_WORK TO COMPLETE_: Word for word, restate the lines from the start of the data below through the line containing "background:var(--page); color:var(--text); height:100vh;".
+++ PROVIDED DATA
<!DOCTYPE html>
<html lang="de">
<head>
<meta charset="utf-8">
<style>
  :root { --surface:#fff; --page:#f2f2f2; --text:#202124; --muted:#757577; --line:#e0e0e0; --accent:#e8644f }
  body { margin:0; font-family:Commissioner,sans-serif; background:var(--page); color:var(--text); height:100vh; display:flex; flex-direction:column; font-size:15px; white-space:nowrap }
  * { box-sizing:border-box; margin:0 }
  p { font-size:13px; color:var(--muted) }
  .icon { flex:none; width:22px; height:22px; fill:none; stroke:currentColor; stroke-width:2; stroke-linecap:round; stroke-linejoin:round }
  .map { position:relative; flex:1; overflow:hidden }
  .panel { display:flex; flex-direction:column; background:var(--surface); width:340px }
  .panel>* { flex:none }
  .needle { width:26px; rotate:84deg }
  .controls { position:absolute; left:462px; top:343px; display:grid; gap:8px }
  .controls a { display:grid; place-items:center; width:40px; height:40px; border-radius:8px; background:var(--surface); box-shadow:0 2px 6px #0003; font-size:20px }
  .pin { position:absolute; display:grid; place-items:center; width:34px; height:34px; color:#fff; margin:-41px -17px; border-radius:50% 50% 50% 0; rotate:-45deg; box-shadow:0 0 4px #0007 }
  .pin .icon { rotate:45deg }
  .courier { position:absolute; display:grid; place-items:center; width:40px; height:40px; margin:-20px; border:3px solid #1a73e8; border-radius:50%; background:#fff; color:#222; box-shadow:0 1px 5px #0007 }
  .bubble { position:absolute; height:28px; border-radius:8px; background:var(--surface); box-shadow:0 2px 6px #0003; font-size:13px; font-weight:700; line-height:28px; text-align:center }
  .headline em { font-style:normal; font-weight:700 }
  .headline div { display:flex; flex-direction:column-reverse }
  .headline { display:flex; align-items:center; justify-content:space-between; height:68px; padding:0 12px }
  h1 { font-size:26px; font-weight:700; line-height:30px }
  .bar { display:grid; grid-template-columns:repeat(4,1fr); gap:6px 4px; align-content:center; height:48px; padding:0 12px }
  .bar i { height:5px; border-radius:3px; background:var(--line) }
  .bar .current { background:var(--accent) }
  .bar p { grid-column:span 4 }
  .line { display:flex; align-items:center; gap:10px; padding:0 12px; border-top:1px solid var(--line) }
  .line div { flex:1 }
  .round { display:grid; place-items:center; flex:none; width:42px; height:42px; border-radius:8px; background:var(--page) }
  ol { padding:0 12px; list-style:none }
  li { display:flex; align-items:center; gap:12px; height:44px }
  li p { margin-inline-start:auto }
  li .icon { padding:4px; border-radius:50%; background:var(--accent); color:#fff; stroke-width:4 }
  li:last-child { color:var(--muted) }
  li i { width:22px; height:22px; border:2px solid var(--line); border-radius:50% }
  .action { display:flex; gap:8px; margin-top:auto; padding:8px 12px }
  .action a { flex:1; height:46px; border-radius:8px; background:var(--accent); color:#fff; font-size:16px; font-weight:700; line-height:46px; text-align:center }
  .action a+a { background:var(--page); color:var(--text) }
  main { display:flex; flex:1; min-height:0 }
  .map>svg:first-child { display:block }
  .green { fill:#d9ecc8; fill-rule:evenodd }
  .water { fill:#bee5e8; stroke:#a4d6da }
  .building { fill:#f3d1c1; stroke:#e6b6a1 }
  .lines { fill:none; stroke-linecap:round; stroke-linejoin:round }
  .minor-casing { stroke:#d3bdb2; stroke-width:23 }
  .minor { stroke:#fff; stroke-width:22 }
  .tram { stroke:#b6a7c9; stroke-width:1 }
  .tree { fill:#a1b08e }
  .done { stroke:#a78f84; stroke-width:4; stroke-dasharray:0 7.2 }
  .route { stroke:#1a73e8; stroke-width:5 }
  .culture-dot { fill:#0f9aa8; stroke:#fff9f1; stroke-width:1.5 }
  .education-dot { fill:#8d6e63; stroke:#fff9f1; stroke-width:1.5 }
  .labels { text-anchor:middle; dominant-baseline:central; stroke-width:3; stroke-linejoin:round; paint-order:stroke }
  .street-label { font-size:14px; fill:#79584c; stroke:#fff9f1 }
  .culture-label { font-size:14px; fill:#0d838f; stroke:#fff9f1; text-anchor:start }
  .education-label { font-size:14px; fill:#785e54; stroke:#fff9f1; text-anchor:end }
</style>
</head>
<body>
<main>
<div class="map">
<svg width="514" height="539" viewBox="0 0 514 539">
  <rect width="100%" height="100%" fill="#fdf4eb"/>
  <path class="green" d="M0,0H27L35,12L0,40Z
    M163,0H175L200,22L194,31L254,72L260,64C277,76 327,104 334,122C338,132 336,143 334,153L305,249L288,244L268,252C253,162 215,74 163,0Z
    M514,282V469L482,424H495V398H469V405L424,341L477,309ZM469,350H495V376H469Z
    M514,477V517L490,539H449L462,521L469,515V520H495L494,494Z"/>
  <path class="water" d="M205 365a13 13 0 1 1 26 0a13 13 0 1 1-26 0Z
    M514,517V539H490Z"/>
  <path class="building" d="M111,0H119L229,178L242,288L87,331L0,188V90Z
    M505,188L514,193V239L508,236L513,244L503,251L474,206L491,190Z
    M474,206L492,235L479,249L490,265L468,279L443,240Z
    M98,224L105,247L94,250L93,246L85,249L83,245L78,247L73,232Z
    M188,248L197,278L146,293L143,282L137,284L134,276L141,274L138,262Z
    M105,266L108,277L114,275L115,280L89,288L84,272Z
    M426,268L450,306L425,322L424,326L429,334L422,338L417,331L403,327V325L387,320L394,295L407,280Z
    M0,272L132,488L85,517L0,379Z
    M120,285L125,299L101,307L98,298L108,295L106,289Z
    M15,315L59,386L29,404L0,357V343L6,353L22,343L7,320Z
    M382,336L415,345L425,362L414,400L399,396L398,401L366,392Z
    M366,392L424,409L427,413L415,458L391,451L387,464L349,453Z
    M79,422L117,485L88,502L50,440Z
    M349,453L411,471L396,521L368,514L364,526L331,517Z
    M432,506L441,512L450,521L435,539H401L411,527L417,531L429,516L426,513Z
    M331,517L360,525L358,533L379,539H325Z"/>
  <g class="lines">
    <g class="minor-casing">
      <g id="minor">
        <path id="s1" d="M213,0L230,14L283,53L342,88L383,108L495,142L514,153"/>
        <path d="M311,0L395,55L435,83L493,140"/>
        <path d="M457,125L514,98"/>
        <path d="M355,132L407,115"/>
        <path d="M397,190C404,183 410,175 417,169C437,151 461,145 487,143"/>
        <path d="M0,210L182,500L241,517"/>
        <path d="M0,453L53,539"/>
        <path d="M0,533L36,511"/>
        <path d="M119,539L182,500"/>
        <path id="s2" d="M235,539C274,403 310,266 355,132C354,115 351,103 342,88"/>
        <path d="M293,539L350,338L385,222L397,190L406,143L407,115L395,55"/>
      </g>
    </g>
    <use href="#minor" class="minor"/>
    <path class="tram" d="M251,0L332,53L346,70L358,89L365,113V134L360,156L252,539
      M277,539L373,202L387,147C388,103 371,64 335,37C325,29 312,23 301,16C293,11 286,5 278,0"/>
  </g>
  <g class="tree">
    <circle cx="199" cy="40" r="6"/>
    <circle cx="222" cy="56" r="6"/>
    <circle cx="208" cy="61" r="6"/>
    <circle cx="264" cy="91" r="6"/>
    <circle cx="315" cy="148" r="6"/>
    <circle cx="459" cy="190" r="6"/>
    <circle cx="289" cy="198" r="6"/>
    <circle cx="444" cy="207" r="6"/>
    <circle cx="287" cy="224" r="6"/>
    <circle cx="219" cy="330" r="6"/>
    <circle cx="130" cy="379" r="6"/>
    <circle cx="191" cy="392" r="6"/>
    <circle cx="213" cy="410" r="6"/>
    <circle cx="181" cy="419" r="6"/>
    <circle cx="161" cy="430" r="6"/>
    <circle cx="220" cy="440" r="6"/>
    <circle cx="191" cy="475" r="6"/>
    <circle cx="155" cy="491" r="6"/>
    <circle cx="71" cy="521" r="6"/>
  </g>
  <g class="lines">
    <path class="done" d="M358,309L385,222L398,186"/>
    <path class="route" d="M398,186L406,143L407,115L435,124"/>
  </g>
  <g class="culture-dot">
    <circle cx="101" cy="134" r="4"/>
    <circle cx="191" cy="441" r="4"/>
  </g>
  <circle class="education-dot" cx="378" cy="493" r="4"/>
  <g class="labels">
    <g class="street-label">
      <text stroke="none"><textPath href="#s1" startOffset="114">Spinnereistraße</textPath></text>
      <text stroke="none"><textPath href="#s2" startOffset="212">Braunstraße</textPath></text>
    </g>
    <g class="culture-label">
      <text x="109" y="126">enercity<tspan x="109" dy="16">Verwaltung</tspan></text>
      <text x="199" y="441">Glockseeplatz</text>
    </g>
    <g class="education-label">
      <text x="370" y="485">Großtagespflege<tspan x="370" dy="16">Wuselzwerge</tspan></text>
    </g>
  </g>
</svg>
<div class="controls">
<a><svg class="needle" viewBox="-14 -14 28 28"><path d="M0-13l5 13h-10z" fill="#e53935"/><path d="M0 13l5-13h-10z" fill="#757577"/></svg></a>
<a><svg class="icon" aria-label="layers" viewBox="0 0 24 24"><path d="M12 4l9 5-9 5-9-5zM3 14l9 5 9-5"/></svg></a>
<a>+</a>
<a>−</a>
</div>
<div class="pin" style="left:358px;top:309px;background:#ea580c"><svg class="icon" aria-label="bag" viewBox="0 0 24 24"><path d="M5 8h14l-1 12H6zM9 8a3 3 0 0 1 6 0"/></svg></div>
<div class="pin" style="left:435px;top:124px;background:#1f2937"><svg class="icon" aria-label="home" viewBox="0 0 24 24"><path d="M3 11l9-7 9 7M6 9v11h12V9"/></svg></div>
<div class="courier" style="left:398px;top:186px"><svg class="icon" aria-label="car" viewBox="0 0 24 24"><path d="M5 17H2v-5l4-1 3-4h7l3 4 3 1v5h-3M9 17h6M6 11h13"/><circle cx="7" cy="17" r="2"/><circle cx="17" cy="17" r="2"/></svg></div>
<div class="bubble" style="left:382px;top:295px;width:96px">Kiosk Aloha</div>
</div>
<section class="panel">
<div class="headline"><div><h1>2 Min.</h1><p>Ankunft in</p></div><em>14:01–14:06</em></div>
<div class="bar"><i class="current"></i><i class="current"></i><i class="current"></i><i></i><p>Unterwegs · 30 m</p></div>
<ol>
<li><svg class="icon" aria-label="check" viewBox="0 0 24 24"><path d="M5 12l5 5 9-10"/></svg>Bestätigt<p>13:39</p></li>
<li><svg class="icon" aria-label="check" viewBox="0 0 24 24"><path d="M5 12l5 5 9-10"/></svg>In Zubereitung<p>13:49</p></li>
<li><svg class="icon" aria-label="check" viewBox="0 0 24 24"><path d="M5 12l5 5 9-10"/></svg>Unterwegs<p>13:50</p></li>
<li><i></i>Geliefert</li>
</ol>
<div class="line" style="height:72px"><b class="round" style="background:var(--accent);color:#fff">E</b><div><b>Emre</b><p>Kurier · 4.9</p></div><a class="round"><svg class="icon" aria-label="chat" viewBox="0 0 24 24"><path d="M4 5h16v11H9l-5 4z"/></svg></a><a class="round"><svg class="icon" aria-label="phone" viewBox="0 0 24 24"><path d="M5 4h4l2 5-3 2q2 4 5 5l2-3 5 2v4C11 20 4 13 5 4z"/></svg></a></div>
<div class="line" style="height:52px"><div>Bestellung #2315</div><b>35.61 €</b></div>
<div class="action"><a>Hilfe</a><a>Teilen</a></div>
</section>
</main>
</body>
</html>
++++++
_EXERCISE OUTPUT_:
<!DOCTYPE html>
<html lang="de">
<head>
<meta charset="utf-8">
<style>
  :root { --surface:#fff; --page:#f2f2f2; --text:#202124; --muted:#757577; --line:#e0e0e0; --accent:#e8644f }
  body { margin:0; font-family:Commissioner,sans-serif; background:var(--page); color:var(--text); height:100vh; display:flex; flex-direction:column; font-size:15px; white-space:nowrap }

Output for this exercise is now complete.